----- Given entries

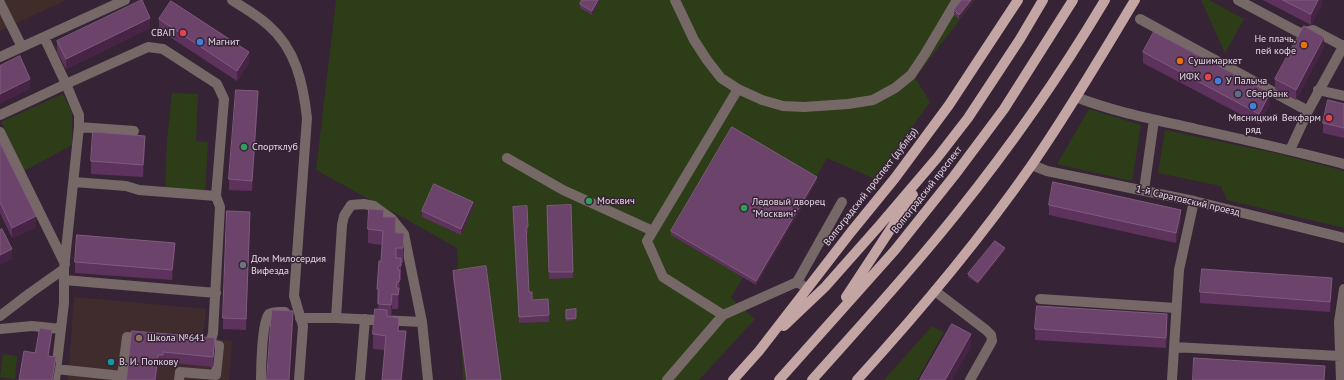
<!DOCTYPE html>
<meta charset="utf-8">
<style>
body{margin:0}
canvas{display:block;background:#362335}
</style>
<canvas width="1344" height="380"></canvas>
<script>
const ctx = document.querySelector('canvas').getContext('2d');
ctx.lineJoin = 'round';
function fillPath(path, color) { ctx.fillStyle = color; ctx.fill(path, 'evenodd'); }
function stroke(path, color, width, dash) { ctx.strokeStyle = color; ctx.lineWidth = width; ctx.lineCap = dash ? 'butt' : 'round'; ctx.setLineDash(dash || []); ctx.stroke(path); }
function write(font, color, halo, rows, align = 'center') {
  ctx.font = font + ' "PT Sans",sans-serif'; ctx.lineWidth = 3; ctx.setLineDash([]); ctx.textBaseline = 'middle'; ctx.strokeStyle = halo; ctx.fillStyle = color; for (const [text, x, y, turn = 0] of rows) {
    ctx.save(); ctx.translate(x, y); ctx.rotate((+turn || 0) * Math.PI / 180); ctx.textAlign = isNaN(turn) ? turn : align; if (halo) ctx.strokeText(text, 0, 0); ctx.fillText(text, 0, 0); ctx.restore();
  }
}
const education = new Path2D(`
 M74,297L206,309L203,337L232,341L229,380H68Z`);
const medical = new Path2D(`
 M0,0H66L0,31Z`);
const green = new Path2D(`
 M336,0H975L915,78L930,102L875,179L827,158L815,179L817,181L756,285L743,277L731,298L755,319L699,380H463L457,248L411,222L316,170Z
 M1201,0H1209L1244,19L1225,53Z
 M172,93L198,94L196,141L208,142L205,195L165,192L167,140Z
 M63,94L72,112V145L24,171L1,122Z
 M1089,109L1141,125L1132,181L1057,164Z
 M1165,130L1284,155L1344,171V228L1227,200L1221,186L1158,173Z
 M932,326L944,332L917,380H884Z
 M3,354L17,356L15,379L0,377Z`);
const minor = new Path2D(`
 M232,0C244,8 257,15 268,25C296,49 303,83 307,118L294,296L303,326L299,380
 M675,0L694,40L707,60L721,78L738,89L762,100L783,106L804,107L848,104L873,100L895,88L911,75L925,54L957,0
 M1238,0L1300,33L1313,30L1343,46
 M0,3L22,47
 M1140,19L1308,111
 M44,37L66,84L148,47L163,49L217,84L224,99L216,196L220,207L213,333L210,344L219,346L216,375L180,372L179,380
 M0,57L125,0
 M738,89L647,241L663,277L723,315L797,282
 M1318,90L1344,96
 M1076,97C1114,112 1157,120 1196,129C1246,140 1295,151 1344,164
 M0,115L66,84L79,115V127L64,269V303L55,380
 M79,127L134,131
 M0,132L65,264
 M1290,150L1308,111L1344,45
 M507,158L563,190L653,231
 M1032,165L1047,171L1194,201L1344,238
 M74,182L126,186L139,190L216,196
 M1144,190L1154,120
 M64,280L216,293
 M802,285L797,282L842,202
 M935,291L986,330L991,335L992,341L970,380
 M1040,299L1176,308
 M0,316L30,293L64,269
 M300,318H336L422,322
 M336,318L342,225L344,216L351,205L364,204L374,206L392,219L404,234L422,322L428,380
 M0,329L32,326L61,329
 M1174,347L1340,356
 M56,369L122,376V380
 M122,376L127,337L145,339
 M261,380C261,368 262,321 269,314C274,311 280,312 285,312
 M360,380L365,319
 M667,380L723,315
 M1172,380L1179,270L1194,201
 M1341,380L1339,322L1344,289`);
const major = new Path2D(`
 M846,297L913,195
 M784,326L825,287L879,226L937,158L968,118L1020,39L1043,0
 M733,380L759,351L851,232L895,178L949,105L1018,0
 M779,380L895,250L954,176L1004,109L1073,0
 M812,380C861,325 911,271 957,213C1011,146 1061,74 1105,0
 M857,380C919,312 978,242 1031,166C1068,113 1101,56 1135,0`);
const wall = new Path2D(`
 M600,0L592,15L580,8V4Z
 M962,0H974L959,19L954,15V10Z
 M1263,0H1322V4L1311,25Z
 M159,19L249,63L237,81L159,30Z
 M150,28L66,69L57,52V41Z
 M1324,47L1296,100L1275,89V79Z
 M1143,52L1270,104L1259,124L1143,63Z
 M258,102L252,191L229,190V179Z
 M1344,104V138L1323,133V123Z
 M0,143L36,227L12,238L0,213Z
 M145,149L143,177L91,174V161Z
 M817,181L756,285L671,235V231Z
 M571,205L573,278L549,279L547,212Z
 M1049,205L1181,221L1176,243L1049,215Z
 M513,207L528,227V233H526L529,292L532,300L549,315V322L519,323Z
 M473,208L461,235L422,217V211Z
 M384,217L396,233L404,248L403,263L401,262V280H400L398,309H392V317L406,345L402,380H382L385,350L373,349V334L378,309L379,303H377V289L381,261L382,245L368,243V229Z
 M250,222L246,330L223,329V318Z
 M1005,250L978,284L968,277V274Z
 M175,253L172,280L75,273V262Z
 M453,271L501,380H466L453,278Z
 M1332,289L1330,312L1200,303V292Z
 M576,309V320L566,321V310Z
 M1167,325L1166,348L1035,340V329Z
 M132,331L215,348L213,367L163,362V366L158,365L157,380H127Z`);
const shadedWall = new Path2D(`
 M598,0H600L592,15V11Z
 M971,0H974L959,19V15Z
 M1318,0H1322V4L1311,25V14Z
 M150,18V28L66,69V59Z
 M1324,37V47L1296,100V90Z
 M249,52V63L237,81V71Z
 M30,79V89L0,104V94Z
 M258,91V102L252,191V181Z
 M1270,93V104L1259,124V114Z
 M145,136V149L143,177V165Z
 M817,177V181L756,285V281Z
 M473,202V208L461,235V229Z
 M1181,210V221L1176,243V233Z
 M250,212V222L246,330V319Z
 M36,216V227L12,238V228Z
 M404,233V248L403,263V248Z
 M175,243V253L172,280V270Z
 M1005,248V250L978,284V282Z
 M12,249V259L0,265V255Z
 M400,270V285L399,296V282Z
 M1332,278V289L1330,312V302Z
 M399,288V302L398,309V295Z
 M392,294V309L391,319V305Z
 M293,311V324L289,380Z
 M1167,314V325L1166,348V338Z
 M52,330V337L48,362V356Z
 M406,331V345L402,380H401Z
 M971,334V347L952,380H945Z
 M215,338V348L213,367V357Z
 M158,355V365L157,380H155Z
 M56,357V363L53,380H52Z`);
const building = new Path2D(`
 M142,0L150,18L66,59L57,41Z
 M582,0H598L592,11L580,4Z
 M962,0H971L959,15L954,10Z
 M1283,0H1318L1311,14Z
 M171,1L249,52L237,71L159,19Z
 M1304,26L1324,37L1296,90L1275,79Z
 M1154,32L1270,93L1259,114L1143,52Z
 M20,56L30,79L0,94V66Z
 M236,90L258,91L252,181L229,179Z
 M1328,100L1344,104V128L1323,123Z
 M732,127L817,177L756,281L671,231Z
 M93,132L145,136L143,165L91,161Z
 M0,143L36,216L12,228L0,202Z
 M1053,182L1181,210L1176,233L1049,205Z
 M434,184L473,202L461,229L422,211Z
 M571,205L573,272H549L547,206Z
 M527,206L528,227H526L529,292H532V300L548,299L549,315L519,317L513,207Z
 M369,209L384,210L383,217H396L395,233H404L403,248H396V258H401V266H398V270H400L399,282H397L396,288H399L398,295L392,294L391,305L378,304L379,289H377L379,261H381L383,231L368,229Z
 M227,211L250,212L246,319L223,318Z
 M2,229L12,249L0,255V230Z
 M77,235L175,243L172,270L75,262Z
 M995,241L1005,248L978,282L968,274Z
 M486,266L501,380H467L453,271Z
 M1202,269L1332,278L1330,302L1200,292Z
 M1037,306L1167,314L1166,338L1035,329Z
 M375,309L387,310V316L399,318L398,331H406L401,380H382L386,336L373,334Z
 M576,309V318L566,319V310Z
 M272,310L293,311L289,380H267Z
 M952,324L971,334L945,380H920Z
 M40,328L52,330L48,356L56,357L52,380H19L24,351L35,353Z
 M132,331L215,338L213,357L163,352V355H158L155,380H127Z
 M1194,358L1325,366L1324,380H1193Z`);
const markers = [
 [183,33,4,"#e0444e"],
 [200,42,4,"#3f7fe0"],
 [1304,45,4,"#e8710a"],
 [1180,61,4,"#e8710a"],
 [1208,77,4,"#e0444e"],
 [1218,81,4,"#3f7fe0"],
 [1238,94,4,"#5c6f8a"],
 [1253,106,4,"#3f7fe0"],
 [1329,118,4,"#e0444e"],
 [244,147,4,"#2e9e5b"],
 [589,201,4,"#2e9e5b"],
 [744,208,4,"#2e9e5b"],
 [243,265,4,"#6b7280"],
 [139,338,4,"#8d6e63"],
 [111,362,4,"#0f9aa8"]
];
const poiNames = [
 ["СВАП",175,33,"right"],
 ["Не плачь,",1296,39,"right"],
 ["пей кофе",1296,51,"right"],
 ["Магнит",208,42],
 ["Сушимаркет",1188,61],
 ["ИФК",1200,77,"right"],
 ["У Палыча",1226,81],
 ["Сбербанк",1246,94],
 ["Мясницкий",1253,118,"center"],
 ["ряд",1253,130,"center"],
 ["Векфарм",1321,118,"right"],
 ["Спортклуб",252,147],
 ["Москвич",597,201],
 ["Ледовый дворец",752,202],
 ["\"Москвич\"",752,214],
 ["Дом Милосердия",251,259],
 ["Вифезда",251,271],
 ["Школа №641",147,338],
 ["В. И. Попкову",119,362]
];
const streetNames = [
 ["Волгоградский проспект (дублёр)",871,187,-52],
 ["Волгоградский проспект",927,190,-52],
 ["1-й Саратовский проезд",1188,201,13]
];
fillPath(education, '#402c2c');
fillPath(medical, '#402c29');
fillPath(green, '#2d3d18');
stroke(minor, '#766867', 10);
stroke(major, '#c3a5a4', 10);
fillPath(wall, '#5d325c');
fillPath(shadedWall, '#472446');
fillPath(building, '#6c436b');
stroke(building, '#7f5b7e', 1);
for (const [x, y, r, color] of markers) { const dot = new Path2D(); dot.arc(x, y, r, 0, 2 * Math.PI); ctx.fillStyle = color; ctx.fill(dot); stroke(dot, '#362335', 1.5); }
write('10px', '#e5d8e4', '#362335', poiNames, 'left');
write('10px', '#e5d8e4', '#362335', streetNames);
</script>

----------
----- Given entries

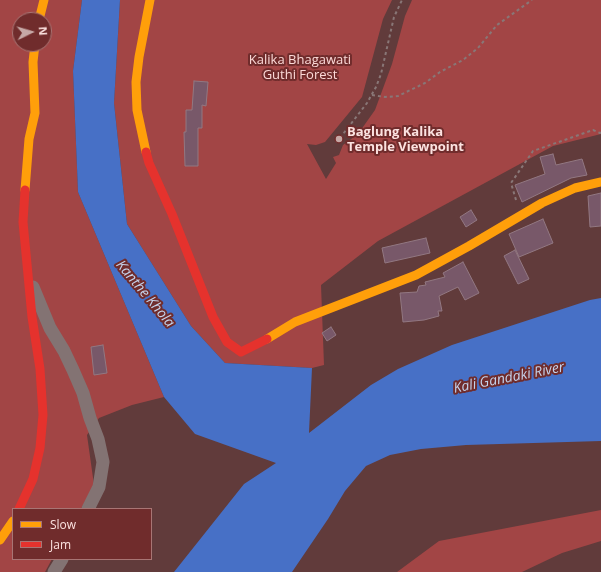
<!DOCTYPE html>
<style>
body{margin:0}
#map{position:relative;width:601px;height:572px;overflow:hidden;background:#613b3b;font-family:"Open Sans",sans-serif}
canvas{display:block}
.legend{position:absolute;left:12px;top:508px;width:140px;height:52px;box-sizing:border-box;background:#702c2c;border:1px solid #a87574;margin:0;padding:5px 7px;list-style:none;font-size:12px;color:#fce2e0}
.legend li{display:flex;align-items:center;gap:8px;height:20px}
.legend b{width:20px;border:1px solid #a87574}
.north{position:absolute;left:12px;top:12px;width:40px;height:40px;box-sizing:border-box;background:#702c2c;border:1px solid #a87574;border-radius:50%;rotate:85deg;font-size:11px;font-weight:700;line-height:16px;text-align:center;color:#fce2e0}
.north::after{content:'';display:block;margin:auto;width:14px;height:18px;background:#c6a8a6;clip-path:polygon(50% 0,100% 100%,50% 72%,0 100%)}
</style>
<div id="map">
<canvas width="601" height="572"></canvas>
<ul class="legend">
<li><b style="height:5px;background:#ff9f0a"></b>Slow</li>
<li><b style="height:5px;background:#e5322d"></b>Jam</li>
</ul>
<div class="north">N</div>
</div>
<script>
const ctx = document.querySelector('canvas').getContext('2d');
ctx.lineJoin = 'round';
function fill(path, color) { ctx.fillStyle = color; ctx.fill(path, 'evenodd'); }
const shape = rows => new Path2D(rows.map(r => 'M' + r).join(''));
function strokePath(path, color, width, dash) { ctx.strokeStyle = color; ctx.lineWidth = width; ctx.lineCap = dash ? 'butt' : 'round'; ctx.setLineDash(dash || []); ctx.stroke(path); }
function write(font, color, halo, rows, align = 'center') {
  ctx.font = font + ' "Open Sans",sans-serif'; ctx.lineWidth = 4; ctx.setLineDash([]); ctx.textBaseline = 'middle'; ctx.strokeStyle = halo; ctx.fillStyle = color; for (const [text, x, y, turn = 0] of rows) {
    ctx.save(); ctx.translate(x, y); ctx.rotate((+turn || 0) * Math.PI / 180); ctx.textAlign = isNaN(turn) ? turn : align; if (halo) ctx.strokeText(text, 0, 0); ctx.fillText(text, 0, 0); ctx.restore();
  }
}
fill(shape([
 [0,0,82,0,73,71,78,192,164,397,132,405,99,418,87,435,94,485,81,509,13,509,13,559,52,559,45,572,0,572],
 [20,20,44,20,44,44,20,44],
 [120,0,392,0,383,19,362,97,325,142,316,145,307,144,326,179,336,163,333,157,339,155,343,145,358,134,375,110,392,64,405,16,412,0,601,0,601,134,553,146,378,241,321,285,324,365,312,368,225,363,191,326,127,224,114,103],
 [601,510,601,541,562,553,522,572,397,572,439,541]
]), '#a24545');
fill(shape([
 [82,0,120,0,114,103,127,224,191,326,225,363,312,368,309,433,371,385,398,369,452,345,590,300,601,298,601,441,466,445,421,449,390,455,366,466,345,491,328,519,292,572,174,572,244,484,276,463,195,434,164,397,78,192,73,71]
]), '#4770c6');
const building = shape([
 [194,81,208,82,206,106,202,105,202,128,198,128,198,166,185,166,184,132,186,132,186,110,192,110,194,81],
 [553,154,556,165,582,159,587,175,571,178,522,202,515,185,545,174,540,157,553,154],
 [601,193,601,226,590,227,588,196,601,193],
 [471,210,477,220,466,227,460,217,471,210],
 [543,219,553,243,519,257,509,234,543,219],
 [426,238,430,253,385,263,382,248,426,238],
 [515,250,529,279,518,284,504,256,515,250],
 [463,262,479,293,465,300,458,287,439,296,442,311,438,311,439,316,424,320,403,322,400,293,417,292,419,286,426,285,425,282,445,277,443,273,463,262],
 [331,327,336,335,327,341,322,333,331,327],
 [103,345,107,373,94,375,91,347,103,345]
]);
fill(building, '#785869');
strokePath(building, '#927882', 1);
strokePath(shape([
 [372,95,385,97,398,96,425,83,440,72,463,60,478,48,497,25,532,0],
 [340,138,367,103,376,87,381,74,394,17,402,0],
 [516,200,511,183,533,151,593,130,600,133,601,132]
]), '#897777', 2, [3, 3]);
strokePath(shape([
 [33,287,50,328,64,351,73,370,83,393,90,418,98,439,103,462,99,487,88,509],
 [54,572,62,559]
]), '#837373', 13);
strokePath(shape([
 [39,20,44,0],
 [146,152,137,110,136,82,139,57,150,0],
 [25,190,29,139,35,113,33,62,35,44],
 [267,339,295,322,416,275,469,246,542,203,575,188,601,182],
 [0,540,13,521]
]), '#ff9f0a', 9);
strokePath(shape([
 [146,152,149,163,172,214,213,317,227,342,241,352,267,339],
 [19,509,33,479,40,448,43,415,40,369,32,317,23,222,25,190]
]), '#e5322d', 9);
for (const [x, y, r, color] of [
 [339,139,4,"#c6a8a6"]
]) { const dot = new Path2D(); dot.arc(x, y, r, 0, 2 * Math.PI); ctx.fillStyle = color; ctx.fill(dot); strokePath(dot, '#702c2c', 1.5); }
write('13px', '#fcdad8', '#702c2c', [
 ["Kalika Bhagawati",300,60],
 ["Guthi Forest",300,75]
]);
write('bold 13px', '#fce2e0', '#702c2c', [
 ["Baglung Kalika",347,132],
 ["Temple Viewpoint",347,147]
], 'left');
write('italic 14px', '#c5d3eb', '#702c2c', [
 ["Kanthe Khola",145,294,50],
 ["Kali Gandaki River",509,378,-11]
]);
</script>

----------

**Problem details:** Search the material for the word "evenodd" and copy every matching line.

**Reply to the task:**
function fillPath(path, color) { ctx.fillStyle = color; ctx.fill(path, 'evenodd'); }
function fill(path, color) { ctx.fillStyle = color; ctx.fill(path, 'evenodd'); }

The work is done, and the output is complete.